[Exercise instructions] No pictures in the copy, please: retype all the records exactly.

[Records from a data collection]

# # # # #

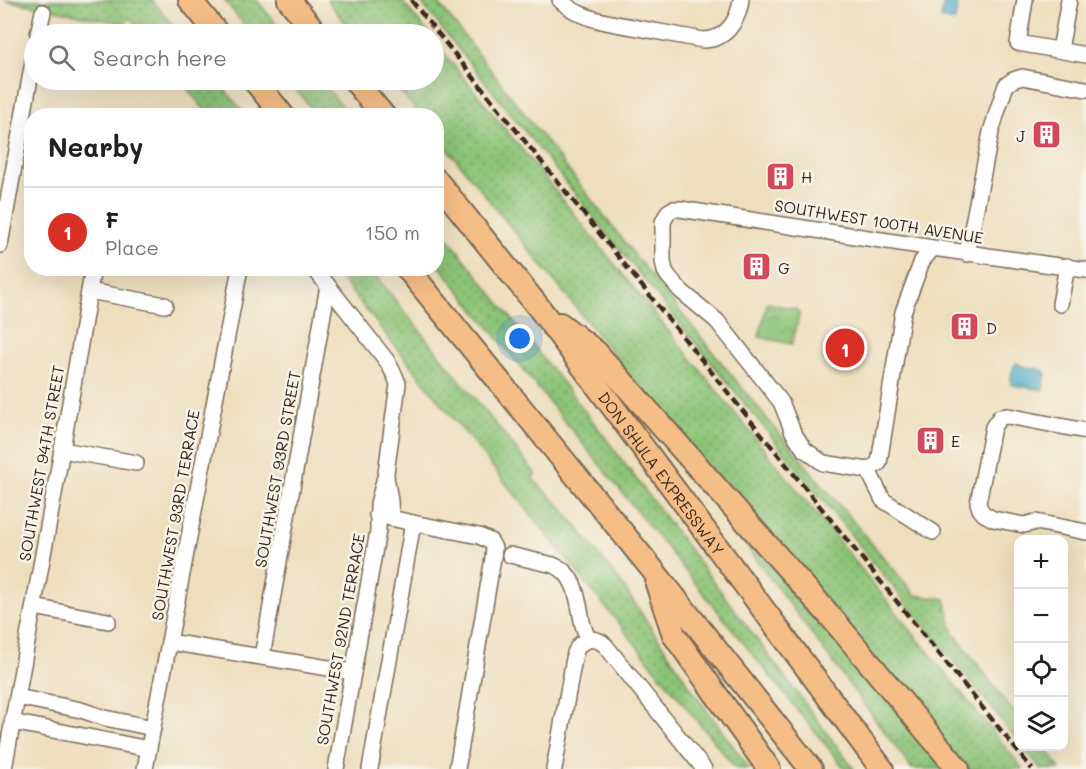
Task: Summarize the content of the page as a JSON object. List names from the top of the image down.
{
  "streets": {
    "highway": ["DON SHULA EXPRESSWAY"],
    "street": [
      "SOUTHWEST 100TH AVENUE",
      "SOUTHWEST 94TH STREET",
      "SOUTHWEST 93RD STREET",
      "SOUTHWEST 93RD TERRACE",
      "SOUTHWEST 92ND TERRACE"
    ]
  },
  "crossings": [
    ["SOUTHWEST 93RD STREET", "SOUTHWEST 92ND TERRACE"]
  ],
  "places": {
    "building": [
      "J",
      "H",
      "G",
      "D",
      "E"
    ]
  },
  "page": {
    "search": "Search here",
    "heading": "Nearby",
    "list": [
      {
        "mark": "1",
        "name": "F",
        "note": "Place",
        "value": "150 m"
      }
    ],
    "pins": "1",
    "map_buttons": ["+", "−"]
  }
}
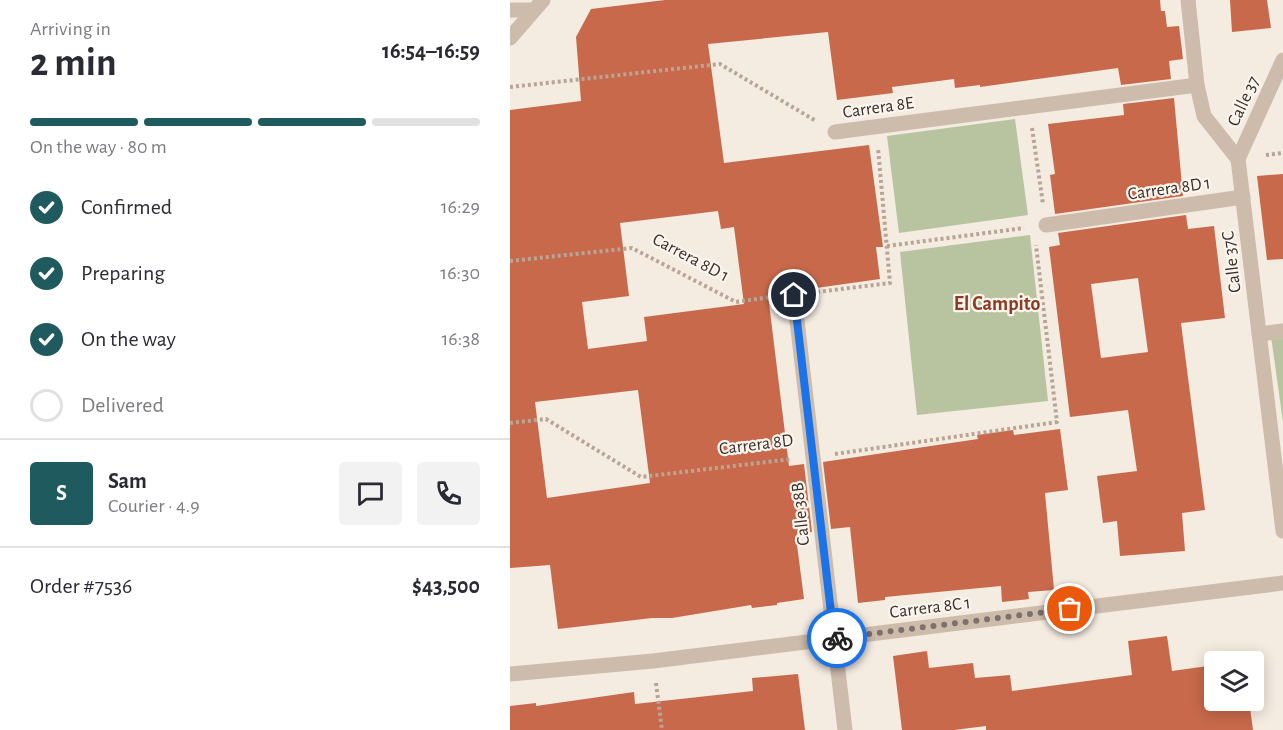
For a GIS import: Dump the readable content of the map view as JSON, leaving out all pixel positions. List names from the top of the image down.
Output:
{
  "streets": {
    "street": [
      "Calle 37",
      "Carrera 8E",
      "Carrera 8D 1",
      "Calle 37C",
      "Calle 38B",
      "Carrera 8C 1"
    ],
    "path": ["Carrera 8D"]
  },
  "crossings": [
    ["Calle 37", "Calle 37C"],
    ["Carrera 8D 1", "Calle 37C"],
    ["Carrera 8D 1", "Carrera 8D"],
    ["Carrera 8D 1", "Calle 38B"],
    ["Carrera 8D", "Calle 38B"],
    ["Calle 38B", "Carrera 8C 1"]
  ],
  "districts": ["El Campito"],
  "page": {
    "heading": ["2 min", "Arriving in", "16:54–16:59"],
    "panel": [
      "Sam",
      "Courier · 4.9",
      "Order #7536",
      "$43,500"
    ],
    "bar": "On the way · 80 m",
    "list": [
      ["Confirmed", "16:29"],
      ["Preparing", "16:30"],
      ["On the way", "16:38"],
      "Delivered"
    ],
    "round": "S"
  }
}
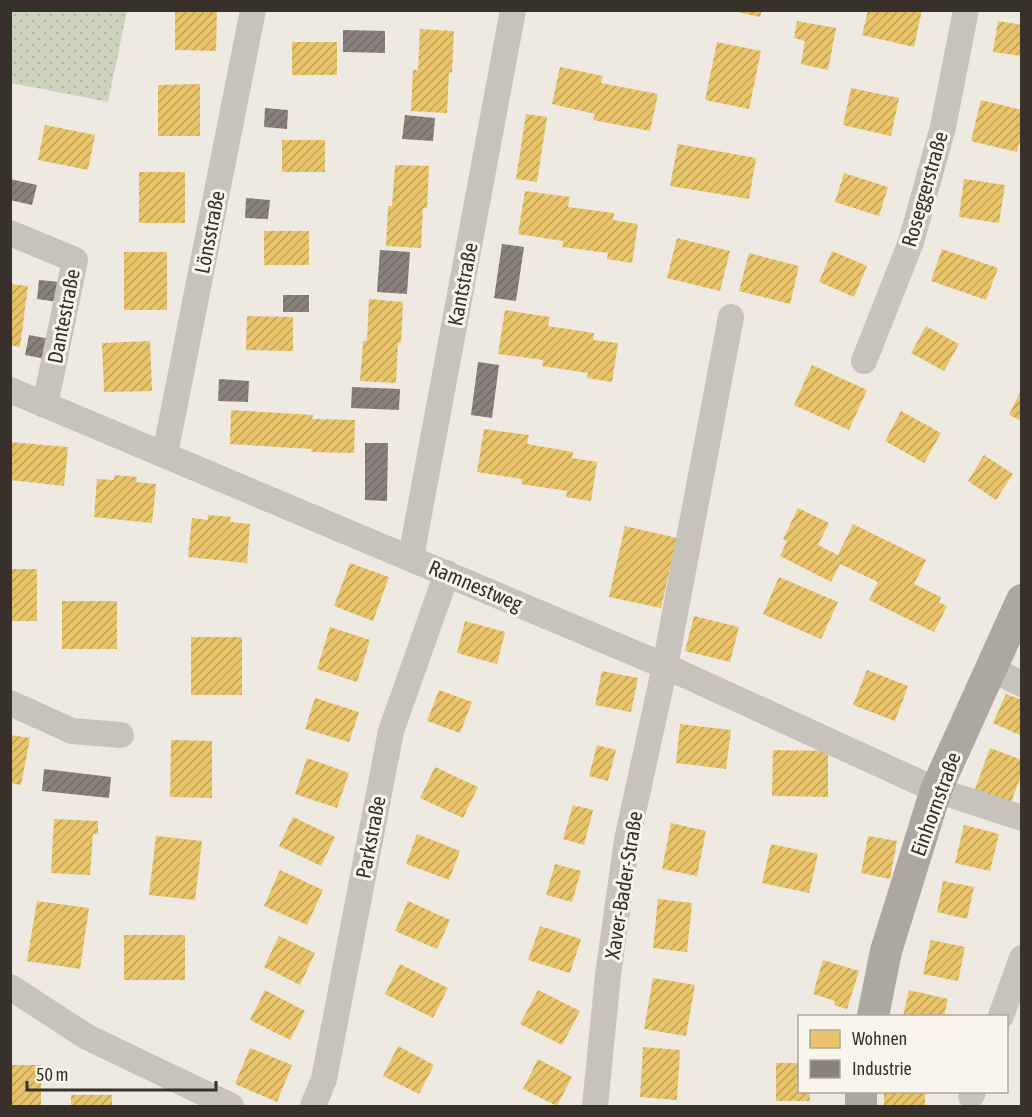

# # # # #

[Result of this task]
Task: Summarize the content of the page as a JSON object. List names from the top of the image down.
{
  "streets": {
    "highway": ["DON SHULA EXPRESSWAY"],
    "street": [
      "SOUTHWEST 100TH AVENUE",
      "SOUTHWEST 94TH STREET",
      "SOUTHWEST 93RD STREET",
      "SOUTHWEST 93RD TERRACE",
      "SOUTHWEST 92ND TERRACE"
    ]
  },
  "crossings": [
    ["SOUTHWEST 93RD STREET", "SOUTHWEST 92ND TERRACE"]
  ],
  "places": {
    "building": [
      "J",
      "H",
      "G",
      "D",
      "E"
    ]
  },
  "page": {
    "search": "Search here",
    "heading": "Nearby",
    "list": [
      {
        "mark": "1",
        "name": "F",
        "note": "Place",
        "value": "150 m"
      }
    ],
    "pins": "1",
    "map_buttons": ["+", "−"]
  }
}
For a GIS import: Dump the readable content of the map view as JSON, leaving out all pixel positions. List names from the top of the image down.
Output:
{
  "streets": {
    "street": [
      "Calle 37",
      "Carrera 8E",
      "Carrera 8D 1",
      "Calle 37C",
      "Calle 38B",
      "Carrera 8C 1"
    ],
    "path": ["Carrera 8D"]
  },
  "crossings": [
    ["Calle 37", "Calle 37C"],
    ["Carrera 8D 1", "Calle 37C"],
    ["Carrera 8D 1", "Carrera 8D"],
    ["Carrera 8D 1", "Calle 38B"],
    ["Carrera 8D", "Calle 38B"],
    ["Calle 38B", "Carrera 8C 1"]
  ],
  "districts": ["El Campito"],
  "page": {
    "heading": ["2 min", "Arriving in", "16:54–16:59"],
    "panel": [
      "Sam",
      "Courier · 4.9",
      "Order #7536",
      "$43,500"
    ],
    "bar": "On the way · 80 m",
    "list": [
      ["Confirmed", "16:29"],
      ["Preparing", "16:30"],
      ["On the way", "16:38"],
      "Delivered"
    ],
    "round": "S"
  }
}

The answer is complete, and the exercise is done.